~ Ludwig von Mises, 
“We call contentment or satisfaction that state of a human being which does not and cannot result in any action. Acting man is eager to substitute a more satisfactory state of affairs for a less satisfactory. His mind imagines conditions which suit him better, and his action aims at bringing about this desired state. The incentive that impels a man to act is always some uneasiness. A man perfectly content with the state of his affairs would have no incentive to change things. He would have neither wishes nor desires; he would be perfectly happy. He would not act; he would simply live free from care.
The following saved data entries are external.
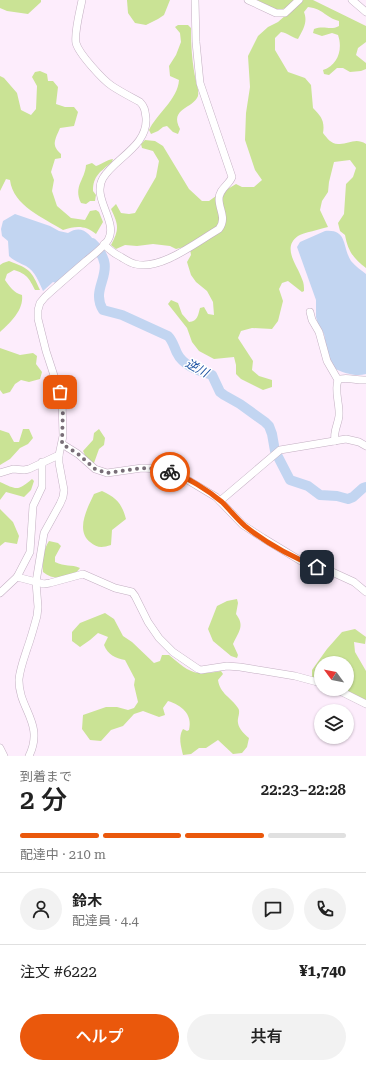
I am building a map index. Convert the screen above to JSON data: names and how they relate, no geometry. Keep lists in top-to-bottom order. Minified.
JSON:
{"water":["逆川"],"north":"top left","page":{"heading":["2 分","到着まで","22:23–22:28"],"panel":["鈴木","配達員 · 4.4","注文 #6222","¥1,740"],"bar":"配達中 · 210 m","buttons":["ヘルプ","共有"]}}
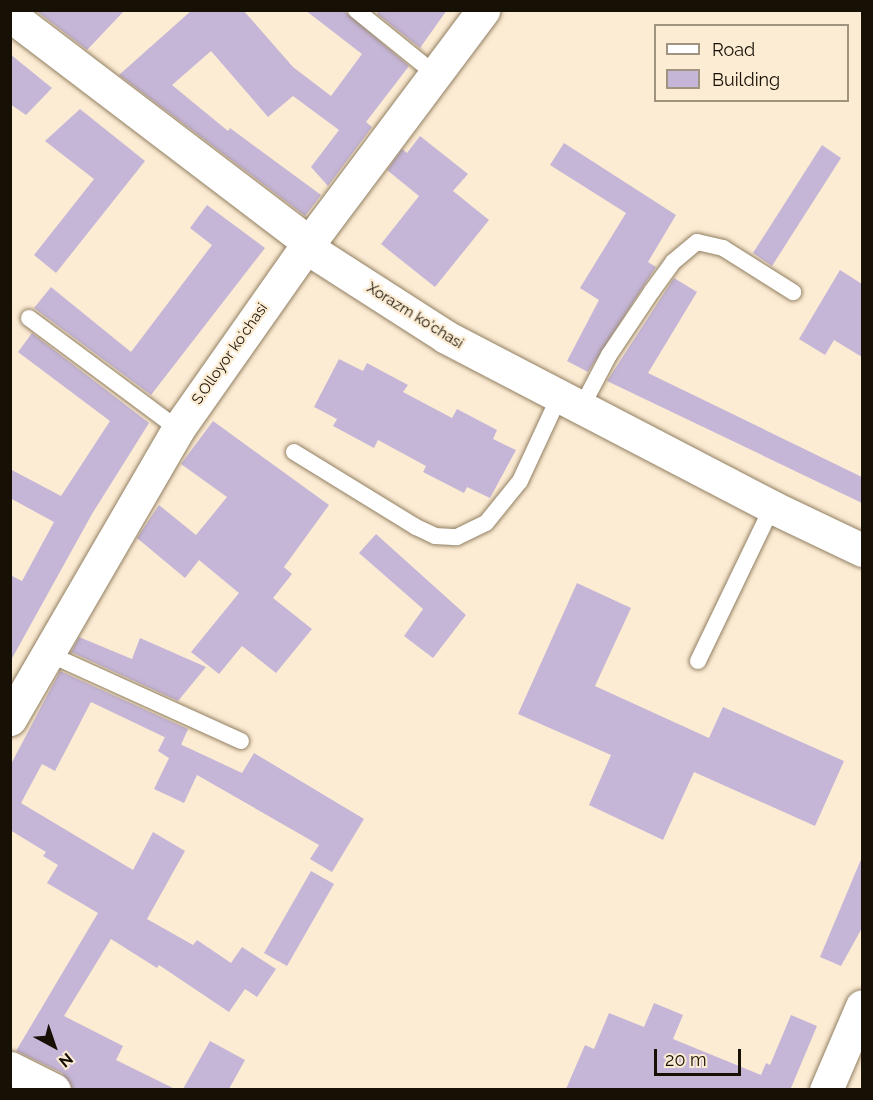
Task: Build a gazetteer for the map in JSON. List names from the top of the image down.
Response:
{
  "streets": {
    "street": ["Xorazm ko'chasi", "S.Olloyor koʻchasi"]
  },
  "crossings": [
    ["Xorazm ko'chasi", "S.Olloyor koʻchasi"]
  ],
  "legend": ["Road", "Building"],
  "scale_bar": "20 m",
  "north": "bottom right"
}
“But to make a man act, uneasiness and the image of a more satisfactory state alone are not sufficient. A third condition is required: the expectation that purposeful behavior has the power to remove or at least to alleviate the felt uneasiness. In the absence of this condition no action is feasible. Man must yield to the inevitable. He must submit to destiny.”
~ John Robison, 
“Virtue is the cultivation of the human soul, and not the mere possession of good dispositions; all men have these, and occasionly exhibit them. But virtue supposes exertion; and, as the husbandman must be incited to his laborious task by some cogent motive, so must man be prompted to that exertion which is necessary on the part of every individual for the very existence of a great society: For man is indolent, and he is luxurious; he wishes for enjoyment, and this with little trouble. The less fortunate envy the enjoyments of others, and repine at their own inability to obtain the like. They see the idle in affluence. Few, even of good men, have the candour, nay, I may call it the wisdom, to think on the activity and the labour which had procured these comforts to the rich, or to their ancestors; and to believe that they are idle only because they are wealthy, but would be active if they were needy. Such spontaneous reflections cannot be expected in persons who are engaged in unceasing labour, to procure a very moderate share (in their estimation at least of the comforts of life. Yet such reflections would, in the main, be just, and surely they would greatly tend to quiet the minds of the unsuccessful.”
~ Frederic Bastiat, 
“Workmen! they talk to you a great deal upon the artificial organisation of labour;–do you know why they do so? Because they are ignorant of the laws of its natural organisation; that is, of the wonderful organisation which results from liberty. You are told, that liberty gives rise to what is called the radical antagonism of classes; that it creates, and makes to clash, two opposite interests–that of the capitalists and that of the “prolétaires.” But we ought to begin by proving that this antagonism exists by a law of nature; and afterwards it would remain to be shown how far the arrangements of restraint are superior to those of liberty, for between liberty and restraint I see no middle path. Again, it would remain to be proved that restraint would always operate to your advantage, and to the prejudice of the rich. But, no; this radical antagonism, this natural opposition of interests, does not exist. It is only an evil dream of perverted and intoxicated imaginations. No; a plan so defective has not proceeded from the Divine Mind. To affirm it, we must begin by denying the existence of God. And see how, by means of social laws, and because men exchange amongst themselves their labours and their productions, see what a harmonious tie attaches the classes one to the other! There are the landowners; what is their interest? That the soil be fertile, and the sun beneficent: and what is the result? That corn abounds, that it falls in price, and the advantage turns to the profit of those who have had no patrimony. There are the manufacturers–what is their constant thought? To perfect their labour, to increase the power of their machines, to procure for themselves, upon the best terms, the raw material. And to what does all this tend? To the abundance and the low price of produce; that is, that all the efforts of the manufacturers, and without their suspecting it, result in a profit to the public consumer, of which each of you is one. It is the same with every profession. Well, the capitalists are not exempt from this law. They are very busy making schemes, economising, and turning them to their advantage. This is all very well; but the more they succeed, the more do they promote the abundance of capital, and, as a necessary consequence, the reduction of interest. Now, who is it that profits by the reduction of interest? Is it not the borrower first, and finally, the consumers of the things which the capitals contribute to produce?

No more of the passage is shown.